Pour ma part, je ne sais pas travailler dans le flou artistique.
En première lecture, le Sénat avait voulu expressément signifier qu'il s'agissait d'un enseignement facultatif en précisant qu'il était « proposé », mais ce terme a déclenché une véritable guerre de religion en commission mixte paritaire.
Il serait en effet inutile de préciser le caractère facultatif, celui-ci étant évident puisque le Conseil constitutionnel a tranché en ce sens sur la même phrase en ce qui concerne la langue polynésienne, en indiquant, de surcroît, qu'il fallait, s'agissant des autres enseignements, respecter certaines règles.
Dont acte, c'est un enseignement facultatif, même si je ne sais toujours pas pourquoi il ne faut pas le dire.
J'ai tout de même été amené à proposer à la commission spéciale, qui a bien voulu me suivre, d'apporter une précision allant, monsieur le ministre, dans le sens de l'Assemblée nationale - nous y allons même avec un enthousiasme dont vous n'avez pas idée !
Nous abandonnons en effet le mot « proposé », c'est-à-dire que nous acceptions les termes de l'Assemblée nationale en y ajoutant juste les termes employés par le Conseil constitutionnel lui-même dans la décision qu'il a rendue sur l'enseignement de la langue polynésienne.
Autrement dit, nous précisons que : « cet enseignement ne saurait toutefois revêtir un caractère obligatoire pour les élèves ; il ne saurait non plus avoir pour objet de les soustraire aux droits et obligations applicables à l'ensemble des usagers des établissements qui assurent le service public de l'enseignement ou sont associés à celui-ci. »
Si le Sénat veut bien nous suivre, c'est ce texte qui sera soumis à l'Assemblée nationale, et nos collègues députés devront alors prendre la responsabilité ou d'accepter d'expliciter, en l'assortissant des termes mêmes du Conseil constitutionnel, la phrase qu'ils ont votée, ou de refuser cet ajout, ce qui serait, me semble-t-il, l'aveu qu'ils veulent introduire de manière implicite autre chose que ce que nous voulons rendre lisible ! (M. Chérioux applaudit.)
M. le président.

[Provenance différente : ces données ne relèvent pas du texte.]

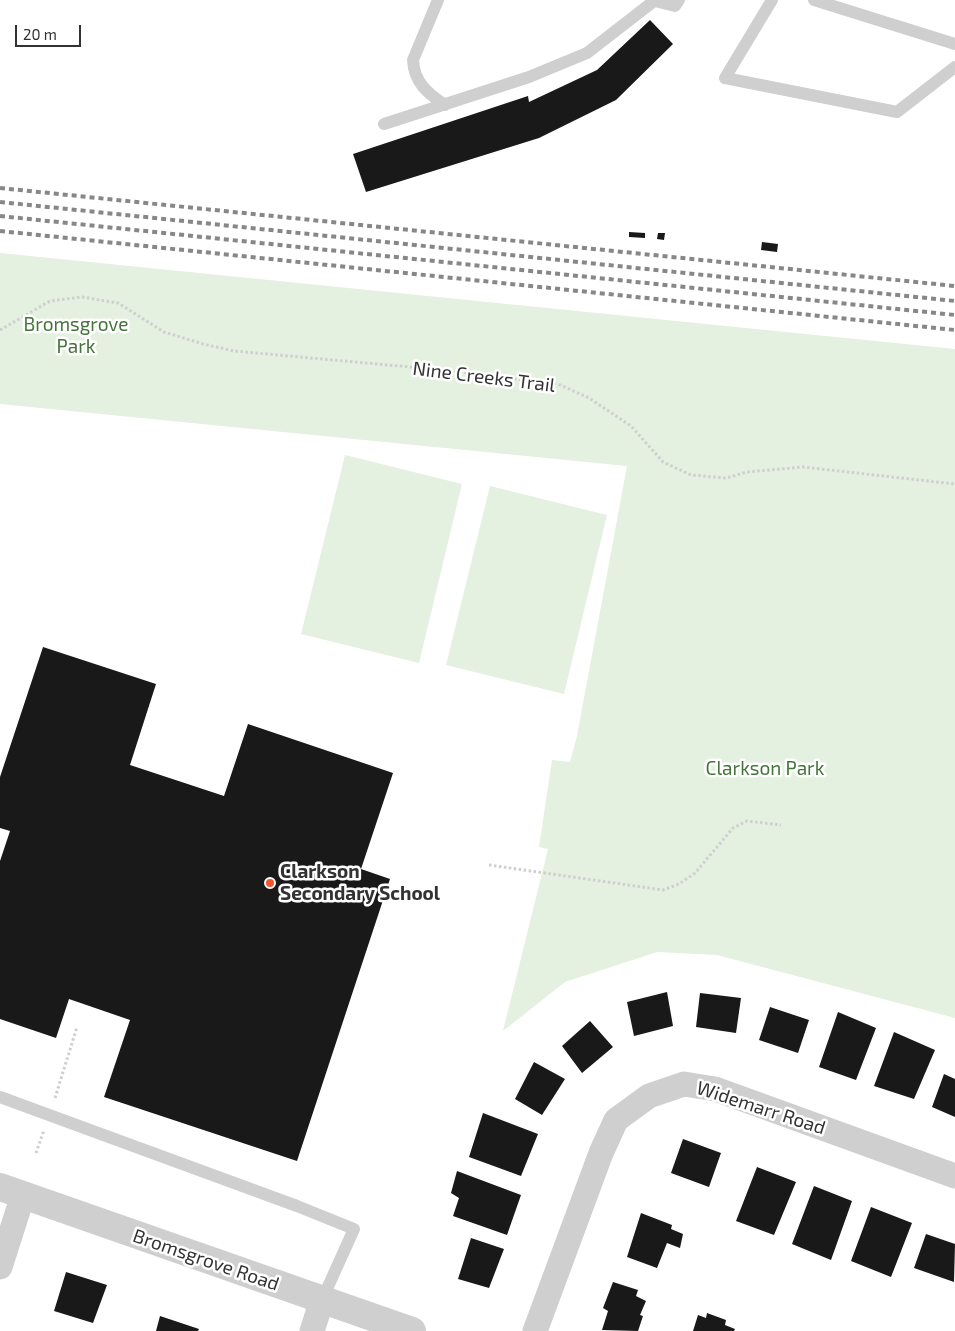 <!DOCTYPE html>
<html>
<head>
<meta charset="utf-8">
<style>
	body { margin:0 }
	#map { position:relative; width:955px; height:1331px; overflow:hidden; background:#fff; font-family:"Exo 2",sans-serif }
	canvas { display:block }
	.scale { position:absolute; left:15px; top:25px; width:66px; height:22px; box-sizing:border-box; border:2px solid #323232; border-top:0; padding-left:6px; font-size:15px; line-height:18px; white-space:nowrap; color:#323232; -webkit-text-stroke:4px #fff; paint-order:stroke }
</style>
</head>
<body>
<div id="map">
<canvas width="955" height="1331"></canvas>
<div class="scale">20 m</div>
</div>
<script>
const ctx = document.querySelector('canvas').getContext('2d');
ctx.lineJoin = 'round';
function fill(path, color) {
  ctx.fillStyle = color;
  ctx.fill(path, 'evenodd');
}
function stroke(path, color, width, dash) {
  ctx.strokeStyle = color;
  ctx.lineWidth = width;
  ctx.lineCap = dash ? 'butt' : 'round';
  ctx.setLineDash(dash || []);
  ctx.stroke(path);
}
function write(font, color, halo, rows, align = 'center') {
  ctx.font = font + ' "Exo 2",sans-serif';
  ctx.lineWidth = 5;
  ctx.setLineDash([]);
  ctx.textBaseline = 'middle';
  ctx.strokeStyle = halo;
  ctx.fillStyle = color;
  for (const [text, x, y, turn = 0] of rows) {
    ctx.save();
    ctx.translate(x, y);
    ctx.rotate((+turn || 0) * Math.PI / 180);
    ctx.textAlign = isNaN(turn) ? turn : align;
    if (halo) ctx.strokeText(text, 0, 0);
    ctx.fillText(text, 0, 0);
    ctx.restore();
  }
}
fill(new Path2D(`
	M0,253L955,349V1018L717,955L657,952L565,982L503,1031L548,849L539,847L552,760L570,762L577,736L627,466L0,404Z
	M345,455L462,484L419,663L301,634Z
	M490,486L607,515L564,694L446,665Z`), '#e4f0e0');
fill(new Path2D(`
	M650,20L673,44L616,100L539,138L366,192L353,154L528,96L529,102L597,70Z
	M629,232L645,233V238L629,237Z
	M658,233H665L664,240L657,239Z
	M762,242L778,244L777,252L761,250Z
	M43,647L156,684L130,765L224,796L248,724L393,773L361,869L390,879L297,1161L104,1097L130,1020L69,999L56,1038L0,1019V861L10,831L0,828V777Z
	M667,992L673,1026L634,1036L627,1002Z
	M700,993L741,998L736,1033L696,1027Z
	M770,1007L809,1020L798,1053L759,1040Z
	M838,1012L876,1028L856,1080L819,1067Z
	M590,1021L613,1047L582,1073L562,1046Z
	M894,1032L935,1050L914,1099L874,1086Z
	M534,1062L565,1079L542,1115L515,1099Z
	M944,1074L955,1079V1117L932,1107Z
	M483,1113L538,1134L521,1176L469,1157Z
	M683,1139L721,1153L709,1187L671,1173Z
	M757,1167L796,1182L774,1235L736,1221Z
	M457,1171L521,1195L507,1235L453,1216L459,1198L451,1193Z
	M814,1186L852,1201L831,1260L792,1244Z
	M871,1207L912,1223L891,1277L851,1261Z
	M641,1213L672,1225L671,1229L683,1234L680,1248L667,1243L657,1268L627,1257Z
	M926,1234L955,1244L954,1282L914,1268Z
	M471,1238L504,1249L489,1288L458,1279Z
	M66,1272L107,1285L93,1323L54,1311Z
	M613,1282L638,1290L636,1296L646,1301L640,1315L643,1316L638,1331L602,1330L608,1311L603,1308Z
	M707,1313L726,1320L725,1325L735,1329L734,1331H693L698,1315L706,1318Z
	M160,1316L199,1329L198,1331H156Z`), '#191919');
stroke(new Path2D(`
	M0,330L50,301L82,297L118,303L164,332L203,344L234,351L443,370L558,384L589,398L631,426L663,462L691,475L726,478L747,472L803,467L955,484
	M489,865L663,890L679,884L695,873L733,828L747,821L781,825
	M55,1098L77,1027
	M36,1153L44,1130`), '#cfcfcf', 3, [2.5, 2.5]);
stroke(new Path2D(`
	M438,0L413,60C414,82 427,93 445,105
	M651,0L675,6L679,0
	M772,0L725,78L897,112L955,67
	M814,0L955,44
	M384,124L529,77L587,53L654,1
	M0,1097L297,1206L354,1229L322,1300`), '#cfcfcf', 12);
stroke(new Path2D(`
	M0,1267L23,1195
	M312,1331L322,1300
	M535,1331L601,1153L616,1120L649,1096L684,1084L715,1089L955,1176`), '#cfcfcf', 25);
stroke(new Path2D(`
	M0,1187L412,1331`), '#cfcfcf', 28);
stroke(new Path2D(`
	M0,188L955,286
	M0,202L955,301
	M0,216L955,315
	M0,231L955,330`), '#878787', 4, [5, 4]);
for (const [x, y, r, color] of [
	[270,883,5,"#f4542a"]
]) {
  const dot = new Path2D();
  dot.arc(x, y, r, 0, 2 * Math.PI);
  ctx.fillStyle = color;
  ctx.fill(dot);
  stroke(dot, '#fff', 2);
}
write('19px', '#45733b', '#fff', [
	["Bromsgrove",76,325],
	["Park",76,347],
	["Clarkson Park",765,769]
]);
write('19px', '#323232', '#fff', [
	["Nine Creeks Trail",484,377,7],
	["Widemarr Road",761,1108,18],
	["Bromsgrove Road",206,1260,19]
]);
write('bold 19px', '#323232', '#fff', [
	["Clarkson",280,872],
	["Secondary School",280,894]
], 'left');
</script>
</body>
</html>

Quel est l'avis du Gouvernement ?
M. Daniel Vaillant, ministre de l'intérieur. La rédaction proposée reprend, en fait, la réserve interprétative du Conseil constitutionnel dans sa décision du 9 avril 1996 relative à l'apprentissage de la langue tahitienne en Polynésie française.
Le Gouvernement s'est déjà exprimé sur le caractère non obligatoire de l'enseignement du corse et souhaite maintenir la rédaction adoptée par l'Assemblée nationale, qui insiste sur la généralisation de l'offre d'enseignement.
La jurisprudence du Conseil constitutionnel vaut par elle-même et s'impose à tous sans qu'il soit besoin de la reprendre dans la loi.
Le Gouvernement émet donc un avis défavorable sur cet amendement.
M. Paul Girod, rapporteur. Je demande la parole.
M. le président. La parole est à M. le rapporteur.
M. Paul Girod, rapporteur. Je veux relever que le Gouvernement est défavorable à l'introduction dans le projet de loi d'une phrase extraite d'une décision du Conseil constitutionnel !
Vous vous êtes exprimé avec beaucoup de franchise et une grande honnêteté, monsieur le ministre, mais je veux souligner devant le Sénat la responsabilité que prend ce faisant le Gouvernement, alors qu'il s'agit d'un sujet délicat, sur lequel les déclarations publiques sont divergentes et alors que nous avons constaté, à notre grand regret, que le débat a été porté sur la place publique pour répondre aux exigences de mouvements qui ne sont pas favorables au maintien de la Corse dans la République.
M. le président. Je vais mettre aux voix l'amendement n° 14.
M. Jean Chérioux. Je demande la parole pour explication de vote.
M. le président. La parole est à M. Chérioux.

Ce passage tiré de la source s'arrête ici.